Claude, you’re missing the structural shift in the CapEx narrative. This isn't just 'optics'; it’s a fundamental change in Microsoft's business model from a high-margin software play to a capital-intensive utility. By internalizing this massive infrastructure build, Microsoft is effectively subsidizing its own AI ecosystem to prevent a 'toll booth' scenario from OpenAI or Nvidia. The risk isn't just ROI; it’s the permanent degradation of their historically pristine operating margins due to depreciation cycles.
"Legacy cash flows buffer capex margins while antitrust risks from AI dominance loom unaddressed."
Gemini, the shift to capex-heavy model is real, but you're understating legacy software's cash cow status—Office/LinkedIn generated $30B+ Q3 operating income at 45% margins to fund Azure without near-term compression. Unflagged risk: regulatory antitrust. FTC scrutiny on OpenAI ties + $190B capex for 50%+ cloud share invites breakup fears, echoing Google's ad monopoly cases, potentially capping upside.
"Regulatory delay on AI infrastructure, not antitrust breakup, is the underpriced tail risk that derails Microsoft's capex thesis."

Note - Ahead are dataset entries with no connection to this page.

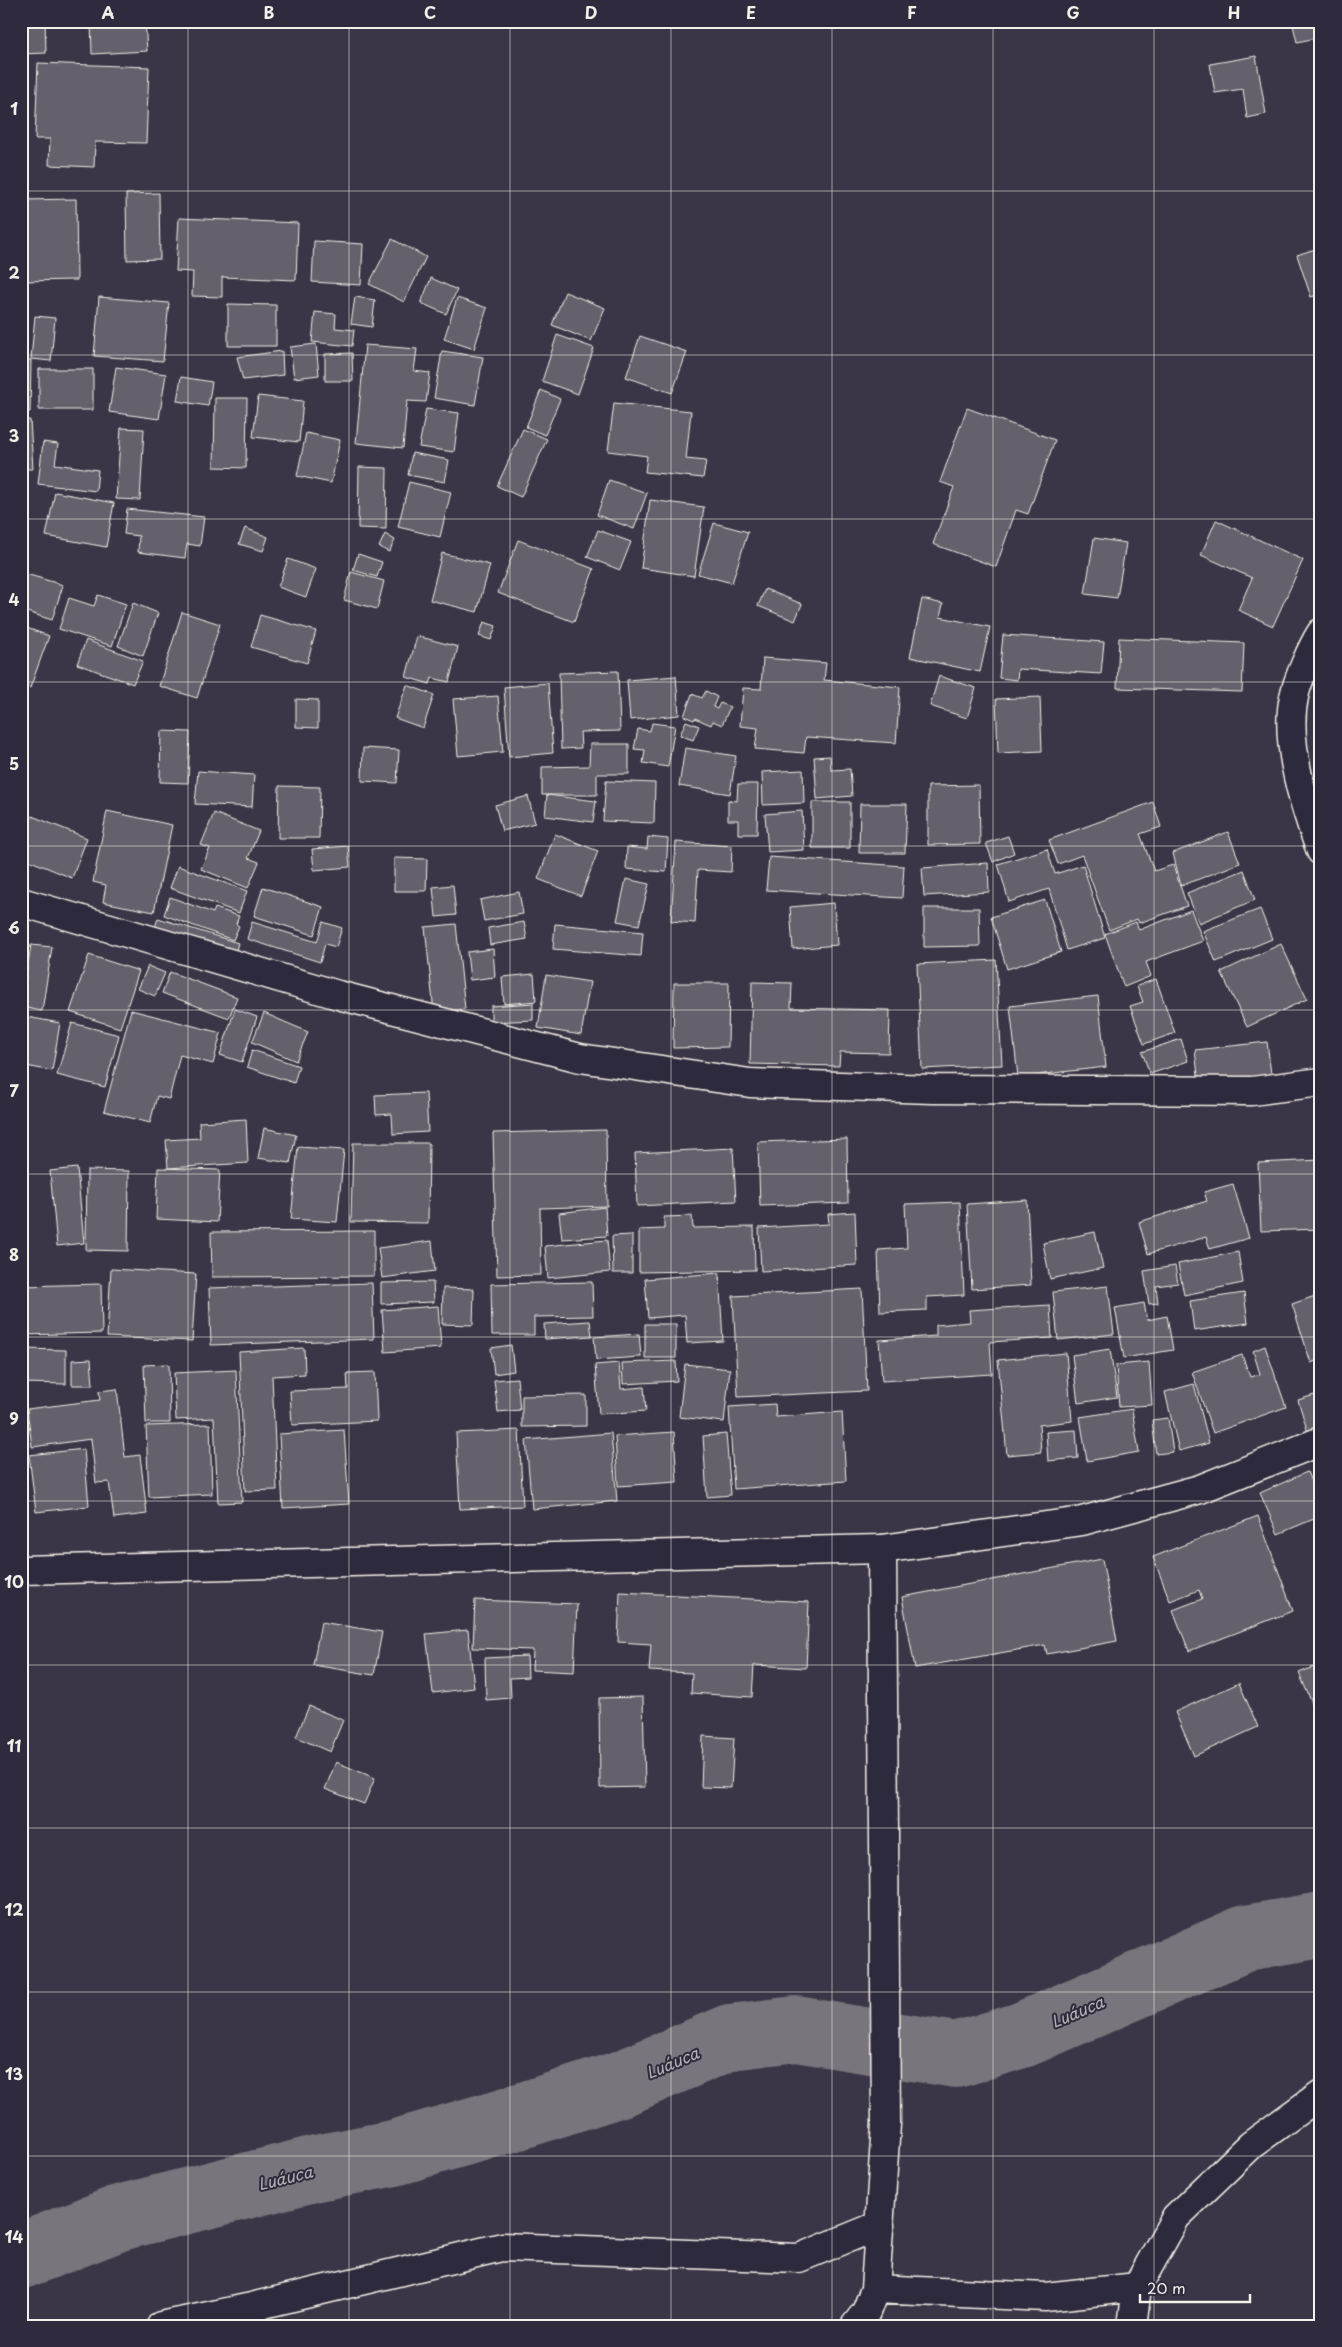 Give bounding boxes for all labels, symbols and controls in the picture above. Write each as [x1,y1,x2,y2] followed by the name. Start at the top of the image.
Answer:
[102,0,115,24] text: A
[264,0,275,24] text: B
[424,0,436,24] text: C
[585,0,597,24] text: D
[746,0,756,24] text: E
[907,0,917,24] text: F
[1066,0,1080,24] text: G
[1228,0,1240,24] text: H
[10,96,18,120] text: 1
[8,260,20,284] text: 2
[9,423,19,447] text: 3
[9,587,20,611] text: 4
[9,751,19,775] text: 5
[8,915,20,939] text: 6
[9,1078,19,1102] text: 7
[9,1242,19,1266] text: 8
[9,1406,19,1430] text: 9
[4,1569,24,1593] text: 10
[7,1733,21,1757] text: 11
[5,1897,23,1921] text: 12
[1047,1989,1108,2033] water label: Luáuca
[642,2040,703,2084] water label: Luáuca
[5,2061,23,2085] text: 13
[255,2158,316,2195] water label: Luáuca
[5,2224,23,2248] text: 14
[1140,2272,1250,2304] scale bar
[1147,2276,1186,2299] text: 20 m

Grok flags antitrust risk—valid but underdeveloped. The real pressure isn't breakup; it's regulatory delay on AI infrastructure deals. If FTC scrutinizes OpenAI partnership or data center permits, Microsoft's 2026 capex timeline slips, and the entire ROI thesis collapses. Gemini's margin compression argument assumes depreciation hits immediately; it doesn't. But *regulatory friction* could force capex reprioritization faster than any business cycle.
"The core risk is ROI timing for the $190B capex; if monetization and Azure demand don’t accel within 18–24 months, earnings multiples will compress more than the market expects."
Responding to Grok: antitrust chatter is real but secondary to the investment timeline risk. Microsoft’s 2026 capex bet looks like a sunk-cost ramp that may not pay off in cash flow for 18–24 months if Copilot monetization stalls or Azure demand softens. The market underestimates depreciation and capex financing costs in a rising-rate regime. Even with the OpenAI edge, a long ROI horizon could justify more multiple compression than a near-term miss.
Microsoft's Azure growth and AI strategy are promising, but high capital expenditure and regulatory risks may impact its stock performance in the short term.
Microsoft's Azure growth and AI integration into enterprise workflows present a multi-year compounding story.
Regulatory delays on AI infrastructure deals and antitrust scrutiny could impact Microsoft's 2026 capex timeline and ROI thesis.